Last week’s sale of a huge rent-stabilized portfolio at a steep discount has real estate insiders buzzing about how much multifamily property values have dropped since drastic changes to New York’s rent law in June.
The 539-unit Kestenbaum family portfolio in Rego Park was unloaded for $129.5 million, or 38 percent less than its original listed price — and $60 million short of what sources said was offered a year ago.
“The Rego Park Queens market one or two years ago comfortably traded at 16 to 17 GRMs,” said Daniel Parker, managing director at commercial brokerage Hodges Ward Elliott, referring to the gross rent multiplier, a function of the price and annual rental income. “This deal represents a 12 to 13 GRM, and is absolute evidence of the value diminution experienced because of the rent-stabilization laws.”
But not every professional in the multifamily sector agrees that the new value of rent-regulated properties should be judged by the Kestenbaum deal. Rather than a sign that the market has plunged, the discount may be an example of aggressive pricing and an initial refusal to believe the real estate lobby could lose its grip on Albany.
According to multiple sources, an offer of $190 million in late 2018 was turned down by the seller, who sought $210 million early this year.
“Was it an aggressive price? Maybe,” said Tim King, managing partner of CPEX Real Estate.
“I can’t point to this one sale and say it’s proof the world is ending,” said King. “The reality is, the sale is almost a healthy indication. I don’t see [$129.5 million] as a bad number. Overall it’s reasonable and in line.”
But a developer of affordable housing pointed out that even if a portfolio was mispriced, the size of the discount indicates more than just an ambitious asking price.
“I think the rent-stabilized multifamily market is absolutely terrible and still going down. We are far from the bottom, and even things that were priced wrong were not priced 38% wrong,” the person said. “I still think they paid way too much for it.”
For investors with ample capital to deploy, rent-stabilized housing remains a stable investment in this new pricing paradigm, observers say, although the time horizon for investor returns has lengthened significantly.
“Investors are looking at 10 years out. For the bigger multifamily deals, it’s 10-year debt that’s being put on it,” said Victor Sozio, executive vice president at Ariel Property Advisors. “Investors want that runway, but they’re not expecting to get out in three to five years like the purchasers in 2015, 2016, even 2017 did.”
The changes to the rent law severely curtailed reimbursements for renovations, eliminated rent increases for vacancies and banned the most commonly used methods to remove units from rent regulation. The law was also made permanent, unlike its predecessors, which expired every few years.
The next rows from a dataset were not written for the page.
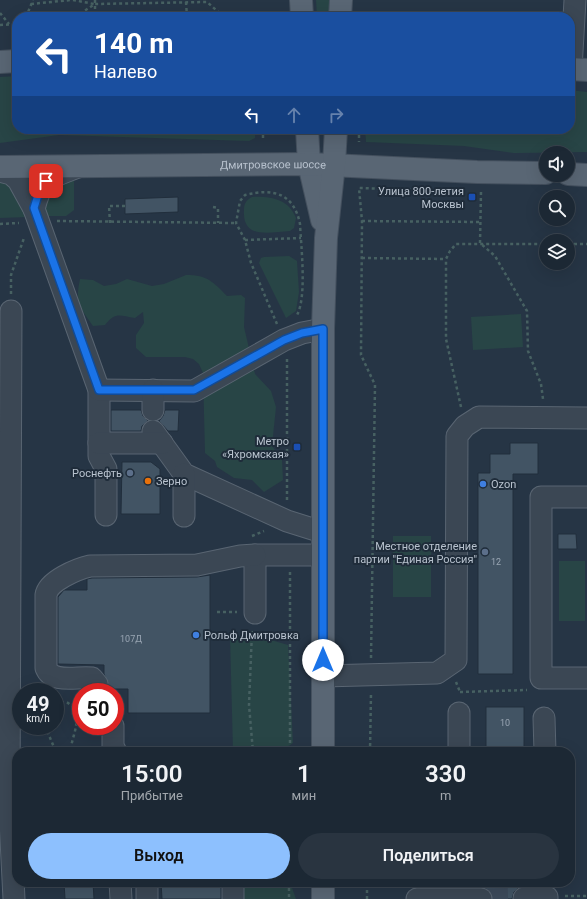 <!DOCTYPE html>
<html lang="ru">
<meta charset="utf-8">
<style>
body{margin:0;font-family:Roboto,sans-serif;background:#293440;color:#f1f3f6;height:100vh;display:flex;flex-direction:column;font-size:15px;white-space:nowrap}
*{box-sizing:border-box;margin:0}
p{font-size:13px;color:#a0a6ac}
.icon{flex:none;width:22px;height:22px;fill:none;stroke:currentColor;stroke-width:2;stroke-linecap:round;stroke-linejoin:round}
.map{position:relative;flex:1;overflow:hidden}
.sheet{position:absolute;left:12px;top:747px;width:563px;height:140px;display:flex;flex-direction:column;background:#1c2834;border-radius:16px;box-shadow:0 4px 16px #0002,0 0 0 1px #3a444f}
.sheet>*{flex:none}
.top-card{position:absolute;left:12px;top:12px;width:563px;height:122px;border-radius:16px;box-shadow:0 4px 16px #0002,0 0 0 1px #3a444f;background:#1a4fa0;color:#fff;overflow:hidden}
.tools{position:absolute;left:539px;top:146px;display:grid;gap:8px}
.tools a{display:grid;place-items:center;width:36px;height:36px;border-radius:50%;background:#1c2834;box-shadow:0 4px 16px #0002,0 0 0 1px #3a444f;font-size:20px}
.speed{position:absolute;left:12px;top:683px;display:flex;gap:8px;font-size:20px;font-weight:700;text-align:center}
.speed>*{display:grid;place-content:center;width:52px;height:52px;border-radius:50%;background:#1c2834;box-shadow:0 4px 16px #0002,0 0 0 1px #3a444f;line-height:1}
.speed small{font-size:10px;font-weight:400}
.speed .limit{border:6px solid #d22;background:#fff;color:#111}
.pin{position:absolute;display:grid;place-items:center;width:34px;height:34px;color:#fff;margin:-17px;border-radius:8px;box-shadow:0 2px 6px #0006}
.me{position:absolute;width:44px;margin:-22px;rotate:0deg;stroke-linejoin:round;filter:drop-shadow(0 0 3px #0008)}
.turn{display:flex;align-items:center;gap:14px;height:84px;padding:0 16px;font-size:18px}
.turn .icon{width:52px;height:52px;stroke-width:2.5}
.turn b{display:block;font-size:28px;line-height:34px}
.lanes{display:flex;align-items:center;height:38px;padding:0 16px;background:#0003;justify-content:center;gap:20px;direction:ltr}
.lanes .off{opacity:.35}
.eta{display:flex;justify-content:space-evenly;align-items:center;height:68px;text-align:center}
.eta b{font-size:24px;font-weight:600;line-height:28px}
.cta{display:flex;gap:8px;margin-top:auto;padding:8px 16px}
.cta a{flex:1;height:46px;border-radius:24px;background:#8dc0fe;color:#111;font-size:16px;font-weight:600;line-height:46px;text-align:center}
.cta a+a{background:#293440;color:#f1f3f6}
.map>svg:first-child{display:block}
.green{fill:#284546}
.building{fill:#425464;stroke:#212e3c}
.lines{fill:none;stroke-linecap:round;stroke-linejoin:round}
.minor-tunnel{stroke:#3c4a5a;stroke-width:21;stroke-dasharray:21 10;stroke-linecap:butt}
.minor-casing{stroke:#596572;stroke-width:23}
.major-casing{stroke:#44505e;stroke-width:24}
.path{stroke:#476162;stroke-width:2.5;stroke-dasharray:3 3;stroke-linecap:butt}
.minor{stroke:#3b4754;stroke-width:21}
.major{stroke:#596674;stroke-width:22}
.route-casing{stroke:#114b97;stroke-width:10}
.route{stroke:#1a73e8;stroke-width:7}
.transit-dot{fill:#1a4fb4;stroke:#1f2c3a;stroke-width:1.5}
.service-dot{fill:#5c6f8a;stroke:#1f2c3a;stroke-width:1.5}
.food-dot{fill:#e8710a;stroke:#1f2c3a;stroke-width:1.5}
.shop-dot{fill:#3f7fe0;stroke:#1f2c3a;stroke-width:1.5}
.labels{text-anchor:middle;stroke-width:4;stroke-linejoin:round;paint-order:stroke}
.number-label{font-size:9px;fill:#9aa6b4}
.street-label{font-size:11px;fill:#b8c2ce;stroke:#1f2c3a}
.poi-label{font-size:11px;fill:#b8c2ce;stroke:#1f2c3a;text-anchor:end}
</style>
<div class="map">
<svg width="587" height="899" viewBox="0 0 587 899">
<rect width="100%" height="100%" fill="#263545"/>
<!-- green -->
<g class="green">
<polygon points="316,0 334,0 333,17 317,17"/>
<polygon points="17,76 17,129 255,129 255,138 249,141 59,135 0,143 0,77"/>
<polygon points="570,90 587,92 587,152 514,153 464,146 366,142 365,129 570,129"/>
<polygon points="0,175 10,180 28,217 0,218"/>
<polygon points="74,180 74,210 66,216 46,216 43,208 44,190 59,181"/>
<path d="M252,197C270,196 289,199 296,218L294,228L290,231C270,232 242,240 244,210C244,204 246,200 252,197Z"/>
<polygon points="289,256 297,261 299,292 296,311 286,318 259,263 261,258 264,257"/>
<path d="M186,275C208,275 213,282 227,296L241,295L245,298L244,327L255,374L271,391L276,407L272,446L282,460L283,480L264,492L252,480L234,478L217,467L215,461L205,453L203,373L199,364L193,359L185,357H146L136,348V335L144,323L143,312L135,318C119,315 115,312 105,325L93,326C79,306 75,303 80,279L93,280L104,286L116,284L127,279L152,286L164,284Z"/>
<polygon points="521,314 523,347 473,350 471,317"/>
<rect x="393" y="536" width="38" height="61"/>
<rect x="559" y="561" width="26" height="60"/>
<polygon points="230,636 264,638 288,645 293,743 280,752 233,751"/>
<polygon points="244,882 290,882 296,899 244,899"/>
</g>
<!-- building -->
<g class="building">
<polygon points="178,197 178,212 125,214 125,199"/>
<polygon points="111,410 141,410 143,416 148,421 142,426 141,431 111,431"/>
<polygon points="165,410 179,410 178,431 168,431 159,421 163,416"/>
<polygon points="510,443 538,443 538,474 513,474 513,674 478,674 478,473 490,473 490,454 510,454"/>
<polygon points="122,462 151,462 160,469 160,514 121,514"/>
<polygon points="558,534 576,534 577,549 558,549"/>
<polygon points="210,575 210,713 128,713 128,689 110,689 104,674 104,665 58,664 58,597 64,590 87,590 87,579 92,578 197,577"/>
<rect x="486" y="707" width="38" height="45"/>
<polygon points="64,882 93,882 94,899 65,899"/>
<polygon points="161,882 221,882 221,899 162,899"/>
<polygon points="485,882 524,882 524,886 518,888 514,892 512,899 493,899 491,893 485,888"/>
</g>
<g class="lines">
<!-- minor-tunnel -->
<polyline class="minor-tunnel" points="487,899 524,898"/>
<defs>
<g id="minor">
<polyline points="571,69 575,0"/>
<polyline points="0,171 11,174 18,180 34,209 99,390 99,456 106,469 106,515"/>
<path d="M34,209C42,177 50,178 78,167"/>
<polyline points="11,311 9,800 14,899"/>
<polyline points="99,390 194,391 284,340 302,333 323,329"/>
<polyline points="153,410 153,390"/>
<polyline points="153,431 184,474 287,521 322,532"/>
<polyline points="99,443 162,443"/>
<polyline points="587,497 541,497 541,678 587,678"/>
<polyline points="184,516 184,474"/>
<polyline points="255,613 255,555 322,555"/>
<polyline points="323,676 437,673 456,660 457,436 465,426 479,417 587,418"/>
<path d="M98,692L97,684L92,678C78,676 52,684 46,668V595C48,581 77,569 90,566L197,565L240,556L255,555"/>
<polyline points="544,718 545,752"/>
<polyline points="113,726 113,746 116,752"/>
<polyline points="459,752 459,713"/>
<polyline points="120,882 121,899"/>
<polyline points="233,882 233,899"/>
<polyline points="524,898 547,897 547,899"/>
<polyline points="147,899 147,882"/>
<polyline points="417,899 481,899"/>
</g>
<g id="major">
<polyline points="301,0 302,17"/>
<polyline points="340,17 341,0"/>
<polyline points="0,62 17,61"/>
<polyline points="570,69 587,70"/>
<polyline points="307,129 309,164 322,220"/>
<path id="s1" d="M0,167L309,164L477,172L546,173"/>
<polyline points="568,174 587,175"/>
<polyline points="323,752 323,329 326,238 334,164 336,129"/>
<polyline points="323,882 323,899"/>
</g>
</defs>
<!-- minor casing -->
<use href="#minor" class="minor-casing"/>
<!-- major casing -->
<use href="#major" class="major-casing"/>
<!-- path -->
<g class="path">
<polyline points="73,0 94,4"/>
<polyline points="95,0 95,17"/>
<polyline points="186,2 187,17"/>
<polyline points="31,4 71,0"/>
<polyline points="0,13 9,24"/>
<polyline points="26,17 33,0"/>
<polyline points="75,17 95,4 207,2 224,17"/>
<polyline points="0,25 17,24"/>
<polyline points="263,129 263,139"/>
<polyline points="359,129 359,142"/>
<polyline points="481,192 480,243 495,256 527,311 528,351 541,384 543,399"/>
<polyline points="213,207 218,208 218,223"/>
<polyline points="57,221 236,223"/>
<polyline points="362,221 480,222"/>
<polyline points="110,223 109,206 125,206"/>
<polyline points="0,224 19,223"/>
<polyline points="245,240 301,238"/>
<polyline points="568,244 587,244"/>
<polyline points="362,258 446,259"/>
<polyline points="11,294 11,275 24,238"/>
<path d="M277,324L251,263L245,240L236,223L240,201L245,195C273,188 294,193 300,224C301,246 307,297 297,315"/>
<polyline points="461,407 446,339 446,259 450,251 456,244 546,244"/>
<polyline points="287,500 287,359"/>
<polyline points="252,536 264,531"/>
<polyline points="290,572 290,752"/>
<polyline points="217,612 237,612"/>
<polyline points="252,631 249,705 253,752"/>
<polyline points="371,658 375,385 361,355 362,221 359,188 420,190"/>
<polyline points="456,682 460,692"/>
<polyline points="460,692 527,690"/>
<path d="M55,703L66,702C86,712 72,735 70,752"/>
<polyline points="45,726 56,752"/>
<polyline points="370,752 371,693"/>
<polyline points="289,882 289,899"/>
<polyline points="565,896 587,896"/>
<polyline points="367,899 367,882"/>
</g>
<!-- minor -->
<use href="#minor" class="minor"/>
<!-- major -->
<use href="#major" class="major"/>
</g>
<g class="lines">
<defs>
<polyline id="route" points="46,181 38,195 34,208 99,390 194,390 284,340 302,333 323,329 323,660"/>
</defs>
<!-- route casing -->
<use href="#route" class="route-casing"/>
<!-- route -->
<use href="#route" class="route"/>
</g>
<!-- markers -->
<g class="transit-dot">
<rect x="468" y="193" width="8" height="8" rx="2"/>
<rect x="293" y="443" width="8" height="8" rx="2"/>
</g>
<g class="service-dot">
<circle cx="130" cy="473" r="4"/>
<circle cx="485" cy="552" r="4"/>
</g>
<circle class="food-dot" cx="148" cy="481" r="4"/>
<g class="shop-dot">
<circle cx="483" cy="484" r="4"/>
<circle cx="196" cy="635" r="4"/>
</g>
<g class="labels">
<!-- number labels -->
<g class="number-label">
<text x="496" y="565">12</text>
<text x="131" y="642">107Д</text>
<text x="505" y="726">10</text>
</g>
<!-- street labels -->
<g class="street-label">
<text dy="4" stroke="none"><textPath href="#s1" startOffset="273">Дмитровское шоссе</textPath></text>
</g>
<!-- poi labels -->
<g class="poi-label">
<text x="464" y="195">Улица 800-летия<tspan x="464" dy="13">Москвы</tspan></text>
<text x="289" y="445">Метро<tspan x="289" dy="13">«Яхромская»</tspan></text>
<text x="122" y="477">Роснефть</text>
<text x="156" y="485" text-anchor="start">Зерно</text>
<text x="491" y="488" text-anchor="start">Ozon</text>
<text x="477" y="550">Местное отделение<tspan x="477" dy="13">партии "Единая Россия"</tspan></text>
<text x="204" y="639" text-anchor="start">Рольф Дмитровка</text>
</g>
</g>
</svg>
<div class="tools">
<a><svg class="icon" aria-label="sound" viewBox="0 0 24 24"><path d="M4 9h4l5-4v14l-5-4H4zM17 9q2 3 0 6"/></svg></a>
<a><svg class="icon" aria-label="search" viewBox="0 0 24 24"><circle cx="10" cy="10" r="6"/><path d="M15 15l6 6"/></svg></a>
<a><svg class="icon" aria-label="layers" viewBox="0 0 24 24"><path d="M12 4l9 5-9 5-9-5zM3 14l9 5 9-5"/></svg></a>
</div>
<div class="speed"><div>49<small>km/h</small></div><div class="limit">50</div></div>
<div class="pin" style="left:46px;top:181px;background:#d93025"><svg class="icon" aria-label="arrive" viewBox="0 0 24 24"><path d="M6 21V4h12l-3 4 3 4H6"/></svg></div>
<svg class="me" style="left:323px;top:660px" viewBox="-20 -20 40 40"><circle r="19" fill="#fff"/><path d="M0-13L10 11 0 6-10 11z" fill="#1a73e8"/></svg>
<div class="top-card">
<div class="turn"><svg class="icon" aria-label="left" viewBox="0 0 24 24"><path d="M17 20v-9H6M10 6l-5 5 5 5"/></svg><div><b>140 m</b>Налево</div></div>
<div class="lanes"><svg class="icon" aria-label="left" viewBox="0 0 24 24"><path d="M17 20v-9H6M10 6l-5 5 5 5"/></svg><svg class="icon off" aria-label="ahead" viewBox="0 0 24 24"><path d="M12 20V5M6 11l6-6 6 6"/></svg><svg class="icon off" aria-label="right" viewBox="0 0 24 24"><path d="M7 20v-9h11M14 6l5 5-5 5"/></svg></div>
</div>
<section class="sheet">
<div class="eta">
<div><b>15:00</b><p>Прибытие</p></div>
<div><b>1</b><p>мин</p></div>
<div><b>330</b><p>m</p></div>
</div>
<div class="cta"><a>Выход</a><a>Поделиться</a></div>
</section>
</div>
Some landlords figure to turn to other strategies to generate returns on rent-regulated properties. The 568,276-square-foot Kestenbaum portfolio also boasts buildable space of 238,262 square feet. It is also in an Opportunity Zone, allowing investors to reduce or erase capital gains taxes.
“There’s additional FAR that someone could build in the future,” King said, referring to floor-area ratio. “That gives a little upside to someone.”